How many surgical nurses are old enough to name that tune when they hear patients mutter the Ramones’ “I Wanna Be Sedated”?

End note

A friend was telling me about his 9-year-old grandson.

Last summer, the lad learned how to play blackjack, the card game. And upon hearing that an area casino offered an activity center for kids, the boy was excited about the possibilities.

Can’t blame him. Just imagine a 9-year-old sitting across from a dealer, murmuring “Baby needs a new pair of shoes” or some such.

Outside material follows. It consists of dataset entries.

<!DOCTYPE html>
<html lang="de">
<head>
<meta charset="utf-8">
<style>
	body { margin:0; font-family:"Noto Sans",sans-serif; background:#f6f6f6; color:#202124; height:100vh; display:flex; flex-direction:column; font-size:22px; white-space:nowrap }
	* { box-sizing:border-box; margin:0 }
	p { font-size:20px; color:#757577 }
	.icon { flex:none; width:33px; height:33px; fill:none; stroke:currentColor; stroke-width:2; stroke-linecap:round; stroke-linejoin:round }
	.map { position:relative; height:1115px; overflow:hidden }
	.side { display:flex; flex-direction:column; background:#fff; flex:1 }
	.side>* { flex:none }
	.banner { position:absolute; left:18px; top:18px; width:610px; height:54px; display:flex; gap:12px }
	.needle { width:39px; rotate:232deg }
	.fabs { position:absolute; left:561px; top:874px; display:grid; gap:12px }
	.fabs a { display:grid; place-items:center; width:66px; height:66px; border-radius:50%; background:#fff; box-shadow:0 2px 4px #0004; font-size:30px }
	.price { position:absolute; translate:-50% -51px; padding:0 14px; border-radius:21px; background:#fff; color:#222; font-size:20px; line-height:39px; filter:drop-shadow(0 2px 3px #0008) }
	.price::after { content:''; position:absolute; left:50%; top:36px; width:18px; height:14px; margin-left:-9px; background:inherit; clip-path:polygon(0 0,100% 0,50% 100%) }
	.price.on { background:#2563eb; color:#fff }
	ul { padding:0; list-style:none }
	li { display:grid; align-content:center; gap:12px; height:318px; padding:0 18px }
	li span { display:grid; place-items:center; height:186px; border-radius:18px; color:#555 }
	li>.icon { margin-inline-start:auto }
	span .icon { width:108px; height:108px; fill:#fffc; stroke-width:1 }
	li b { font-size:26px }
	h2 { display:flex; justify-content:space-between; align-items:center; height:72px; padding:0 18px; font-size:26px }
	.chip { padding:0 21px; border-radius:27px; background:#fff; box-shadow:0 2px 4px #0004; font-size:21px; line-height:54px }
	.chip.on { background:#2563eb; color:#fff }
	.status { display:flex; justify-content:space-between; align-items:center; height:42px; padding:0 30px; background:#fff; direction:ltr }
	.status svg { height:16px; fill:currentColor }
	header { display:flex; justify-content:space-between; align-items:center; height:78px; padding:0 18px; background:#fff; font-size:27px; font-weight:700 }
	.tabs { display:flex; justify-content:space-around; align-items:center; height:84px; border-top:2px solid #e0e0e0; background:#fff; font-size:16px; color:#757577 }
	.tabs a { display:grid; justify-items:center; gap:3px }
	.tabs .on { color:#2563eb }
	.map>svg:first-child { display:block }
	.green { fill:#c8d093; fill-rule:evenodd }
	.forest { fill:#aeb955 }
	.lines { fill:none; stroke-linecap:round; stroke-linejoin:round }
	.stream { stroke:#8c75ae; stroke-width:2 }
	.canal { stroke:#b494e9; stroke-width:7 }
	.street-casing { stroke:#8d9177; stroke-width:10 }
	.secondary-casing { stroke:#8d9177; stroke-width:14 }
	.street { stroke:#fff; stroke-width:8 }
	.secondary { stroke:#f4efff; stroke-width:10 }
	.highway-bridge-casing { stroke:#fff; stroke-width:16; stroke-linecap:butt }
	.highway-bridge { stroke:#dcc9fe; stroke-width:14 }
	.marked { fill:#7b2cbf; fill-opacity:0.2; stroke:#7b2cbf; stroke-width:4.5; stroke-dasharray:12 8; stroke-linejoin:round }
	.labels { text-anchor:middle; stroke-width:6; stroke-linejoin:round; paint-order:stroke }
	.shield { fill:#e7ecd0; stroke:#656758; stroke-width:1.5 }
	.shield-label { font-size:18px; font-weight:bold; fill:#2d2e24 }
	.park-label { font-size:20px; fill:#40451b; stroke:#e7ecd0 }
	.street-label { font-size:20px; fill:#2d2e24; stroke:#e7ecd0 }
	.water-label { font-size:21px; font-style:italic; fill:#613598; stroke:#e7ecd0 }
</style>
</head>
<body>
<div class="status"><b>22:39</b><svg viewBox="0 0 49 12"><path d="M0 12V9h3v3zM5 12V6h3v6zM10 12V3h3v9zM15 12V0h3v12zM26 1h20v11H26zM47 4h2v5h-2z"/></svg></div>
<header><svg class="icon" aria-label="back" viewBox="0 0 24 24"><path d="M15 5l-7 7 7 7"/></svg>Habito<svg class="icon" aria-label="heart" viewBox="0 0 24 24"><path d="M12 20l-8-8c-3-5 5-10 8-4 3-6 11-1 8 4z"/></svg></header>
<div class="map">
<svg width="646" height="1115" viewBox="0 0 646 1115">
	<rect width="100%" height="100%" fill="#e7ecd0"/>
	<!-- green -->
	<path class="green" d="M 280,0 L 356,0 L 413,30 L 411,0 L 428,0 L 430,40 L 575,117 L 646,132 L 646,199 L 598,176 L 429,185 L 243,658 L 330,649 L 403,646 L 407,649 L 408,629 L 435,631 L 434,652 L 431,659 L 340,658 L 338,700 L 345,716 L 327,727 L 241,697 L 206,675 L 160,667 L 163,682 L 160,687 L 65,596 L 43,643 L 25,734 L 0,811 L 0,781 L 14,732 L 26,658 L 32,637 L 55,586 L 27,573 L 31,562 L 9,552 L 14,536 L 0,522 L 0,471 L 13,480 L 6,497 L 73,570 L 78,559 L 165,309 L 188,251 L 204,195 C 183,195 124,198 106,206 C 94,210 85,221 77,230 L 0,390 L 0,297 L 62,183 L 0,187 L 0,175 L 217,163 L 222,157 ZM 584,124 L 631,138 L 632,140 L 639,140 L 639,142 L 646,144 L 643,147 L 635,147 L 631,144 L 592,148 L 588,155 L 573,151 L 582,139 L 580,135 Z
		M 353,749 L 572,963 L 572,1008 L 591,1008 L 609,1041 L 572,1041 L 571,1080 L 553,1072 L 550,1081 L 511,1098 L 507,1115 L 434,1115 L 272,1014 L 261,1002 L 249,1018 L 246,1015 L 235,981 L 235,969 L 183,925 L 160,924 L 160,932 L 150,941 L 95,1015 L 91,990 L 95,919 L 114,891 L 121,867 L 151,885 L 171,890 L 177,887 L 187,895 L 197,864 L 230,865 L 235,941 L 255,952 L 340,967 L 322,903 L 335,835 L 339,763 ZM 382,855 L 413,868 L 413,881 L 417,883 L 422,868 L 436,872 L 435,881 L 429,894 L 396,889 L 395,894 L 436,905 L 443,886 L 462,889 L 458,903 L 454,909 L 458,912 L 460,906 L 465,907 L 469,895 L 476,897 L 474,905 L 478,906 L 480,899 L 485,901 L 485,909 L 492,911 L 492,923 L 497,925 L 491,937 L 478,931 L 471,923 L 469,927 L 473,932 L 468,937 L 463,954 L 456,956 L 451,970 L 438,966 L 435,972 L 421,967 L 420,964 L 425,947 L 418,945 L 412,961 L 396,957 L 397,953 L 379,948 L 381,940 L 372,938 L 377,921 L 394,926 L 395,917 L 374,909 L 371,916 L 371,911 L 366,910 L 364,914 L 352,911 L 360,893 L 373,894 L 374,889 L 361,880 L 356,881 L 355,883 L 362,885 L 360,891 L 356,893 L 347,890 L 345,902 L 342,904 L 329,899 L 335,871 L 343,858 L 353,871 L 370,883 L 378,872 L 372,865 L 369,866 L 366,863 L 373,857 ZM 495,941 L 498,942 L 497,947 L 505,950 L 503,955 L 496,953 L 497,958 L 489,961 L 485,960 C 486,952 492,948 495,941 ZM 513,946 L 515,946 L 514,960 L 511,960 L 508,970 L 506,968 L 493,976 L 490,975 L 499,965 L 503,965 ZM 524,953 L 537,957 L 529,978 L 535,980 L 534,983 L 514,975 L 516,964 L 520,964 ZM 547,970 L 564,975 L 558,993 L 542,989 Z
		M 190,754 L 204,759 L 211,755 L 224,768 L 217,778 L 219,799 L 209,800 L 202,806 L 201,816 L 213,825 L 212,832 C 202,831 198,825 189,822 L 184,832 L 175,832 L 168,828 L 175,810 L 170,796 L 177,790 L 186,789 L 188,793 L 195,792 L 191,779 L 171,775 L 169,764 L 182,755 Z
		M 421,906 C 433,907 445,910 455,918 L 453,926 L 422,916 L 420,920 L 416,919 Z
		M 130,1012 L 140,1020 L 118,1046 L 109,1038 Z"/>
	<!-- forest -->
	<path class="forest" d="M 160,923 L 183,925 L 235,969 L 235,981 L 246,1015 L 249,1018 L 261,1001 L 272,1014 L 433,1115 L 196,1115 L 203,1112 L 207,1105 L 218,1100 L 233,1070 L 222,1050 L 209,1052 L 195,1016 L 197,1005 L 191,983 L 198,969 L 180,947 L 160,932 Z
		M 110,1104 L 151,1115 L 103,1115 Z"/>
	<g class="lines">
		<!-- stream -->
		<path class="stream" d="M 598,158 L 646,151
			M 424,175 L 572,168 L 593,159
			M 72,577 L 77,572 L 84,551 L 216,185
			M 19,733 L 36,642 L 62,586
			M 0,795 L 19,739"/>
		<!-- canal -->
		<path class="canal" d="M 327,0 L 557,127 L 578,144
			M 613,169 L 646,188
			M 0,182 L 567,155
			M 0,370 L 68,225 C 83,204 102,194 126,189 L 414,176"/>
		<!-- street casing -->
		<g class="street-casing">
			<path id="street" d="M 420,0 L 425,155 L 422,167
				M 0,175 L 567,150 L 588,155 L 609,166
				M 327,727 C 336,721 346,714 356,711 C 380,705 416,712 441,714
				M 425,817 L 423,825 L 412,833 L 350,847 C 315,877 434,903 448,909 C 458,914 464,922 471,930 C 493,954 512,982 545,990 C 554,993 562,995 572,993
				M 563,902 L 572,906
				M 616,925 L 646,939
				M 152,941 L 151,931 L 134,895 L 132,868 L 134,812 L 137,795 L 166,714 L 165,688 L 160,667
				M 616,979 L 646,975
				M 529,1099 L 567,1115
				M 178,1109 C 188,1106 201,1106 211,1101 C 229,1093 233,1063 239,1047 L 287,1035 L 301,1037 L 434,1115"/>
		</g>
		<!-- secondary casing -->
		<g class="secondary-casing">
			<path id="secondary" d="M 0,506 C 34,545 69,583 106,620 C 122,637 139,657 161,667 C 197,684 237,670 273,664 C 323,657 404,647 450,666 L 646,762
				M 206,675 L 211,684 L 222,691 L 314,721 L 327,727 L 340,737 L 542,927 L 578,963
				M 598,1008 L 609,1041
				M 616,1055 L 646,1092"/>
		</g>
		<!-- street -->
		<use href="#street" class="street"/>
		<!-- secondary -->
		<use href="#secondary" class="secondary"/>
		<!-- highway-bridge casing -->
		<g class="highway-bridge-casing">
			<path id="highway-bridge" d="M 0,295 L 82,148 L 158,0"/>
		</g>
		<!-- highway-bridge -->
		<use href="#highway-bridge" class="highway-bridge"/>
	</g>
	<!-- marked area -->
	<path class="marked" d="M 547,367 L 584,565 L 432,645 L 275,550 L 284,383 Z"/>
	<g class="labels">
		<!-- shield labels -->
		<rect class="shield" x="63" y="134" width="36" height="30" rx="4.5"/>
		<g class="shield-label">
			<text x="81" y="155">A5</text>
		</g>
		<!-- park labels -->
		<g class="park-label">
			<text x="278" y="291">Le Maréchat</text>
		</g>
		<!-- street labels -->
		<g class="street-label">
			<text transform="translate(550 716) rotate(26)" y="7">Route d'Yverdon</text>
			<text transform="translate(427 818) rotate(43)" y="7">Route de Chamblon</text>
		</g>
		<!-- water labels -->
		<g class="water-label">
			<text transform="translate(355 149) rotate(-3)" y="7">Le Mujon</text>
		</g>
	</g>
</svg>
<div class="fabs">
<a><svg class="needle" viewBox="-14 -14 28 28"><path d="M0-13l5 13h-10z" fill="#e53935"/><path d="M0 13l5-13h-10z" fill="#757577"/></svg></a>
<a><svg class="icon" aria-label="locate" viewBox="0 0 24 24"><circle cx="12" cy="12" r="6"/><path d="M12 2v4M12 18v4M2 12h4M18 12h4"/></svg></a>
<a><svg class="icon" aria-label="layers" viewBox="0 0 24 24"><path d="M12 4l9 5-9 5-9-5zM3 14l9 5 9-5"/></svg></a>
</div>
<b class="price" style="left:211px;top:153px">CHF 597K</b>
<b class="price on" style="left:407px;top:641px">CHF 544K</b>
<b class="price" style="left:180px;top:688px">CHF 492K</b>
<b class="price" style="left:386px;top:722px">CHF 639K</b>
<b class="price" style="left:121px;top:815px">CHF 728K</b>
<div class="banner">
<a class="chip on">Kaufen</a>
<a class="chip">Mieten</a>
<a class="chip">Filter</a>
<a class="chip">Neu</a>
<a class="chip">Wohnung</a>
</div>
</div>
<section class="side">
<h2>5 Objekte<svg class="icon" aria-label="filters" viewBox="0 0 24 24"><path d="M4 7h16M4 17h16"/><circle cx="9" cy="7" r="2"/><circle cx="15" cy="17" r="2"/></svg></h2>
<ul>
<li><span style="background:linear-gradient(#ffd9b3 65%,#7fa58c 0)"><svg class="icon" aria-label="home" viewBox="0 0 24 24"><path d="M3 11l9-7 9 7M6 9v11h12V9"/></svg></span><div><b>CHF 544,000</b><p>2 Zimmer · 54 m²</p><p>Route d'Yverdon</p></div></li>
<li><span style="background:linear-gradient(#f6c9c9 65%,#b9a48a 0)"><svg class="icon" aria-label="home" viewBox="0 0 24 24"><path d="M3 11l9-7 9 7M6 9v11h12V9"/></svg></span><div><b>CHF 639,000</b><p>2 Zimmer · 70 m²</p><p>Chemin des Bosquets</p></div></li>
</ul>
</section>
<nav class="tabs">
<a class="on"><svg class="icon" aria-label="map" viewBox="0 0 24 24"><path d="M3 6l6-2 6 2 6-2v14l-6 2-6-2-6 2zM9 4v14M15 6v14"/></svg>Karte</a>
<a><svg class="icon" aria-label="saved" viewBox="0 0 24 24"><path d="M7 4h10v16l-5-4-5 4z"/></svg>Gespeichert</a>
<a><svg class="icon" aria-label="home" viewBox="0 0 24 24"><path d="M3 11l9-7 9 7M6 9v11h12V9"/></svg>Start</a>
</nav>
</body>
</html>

Anyway, the boy’s mother explained to him that the children’s room at the casino wasn’t actually a gambling venue for youth, as my friend put it. She further pointed out that adults engaged in gaming at casinos play for money. And how many 9-year-olds are walking around with a fat wad of bills in their pocket?

But my friend’s grandson had an idea. Instead of money, kids could play for food.

I have to admit, that could be interesting.

A child could bet an ice cream cone and, if he won, let it ride. Of course, the kid might not win.

“How’s he doing?”

“He’s down.”

“How bad?”

“Three hot dogs, a serving of hummus and several Otter Pops.”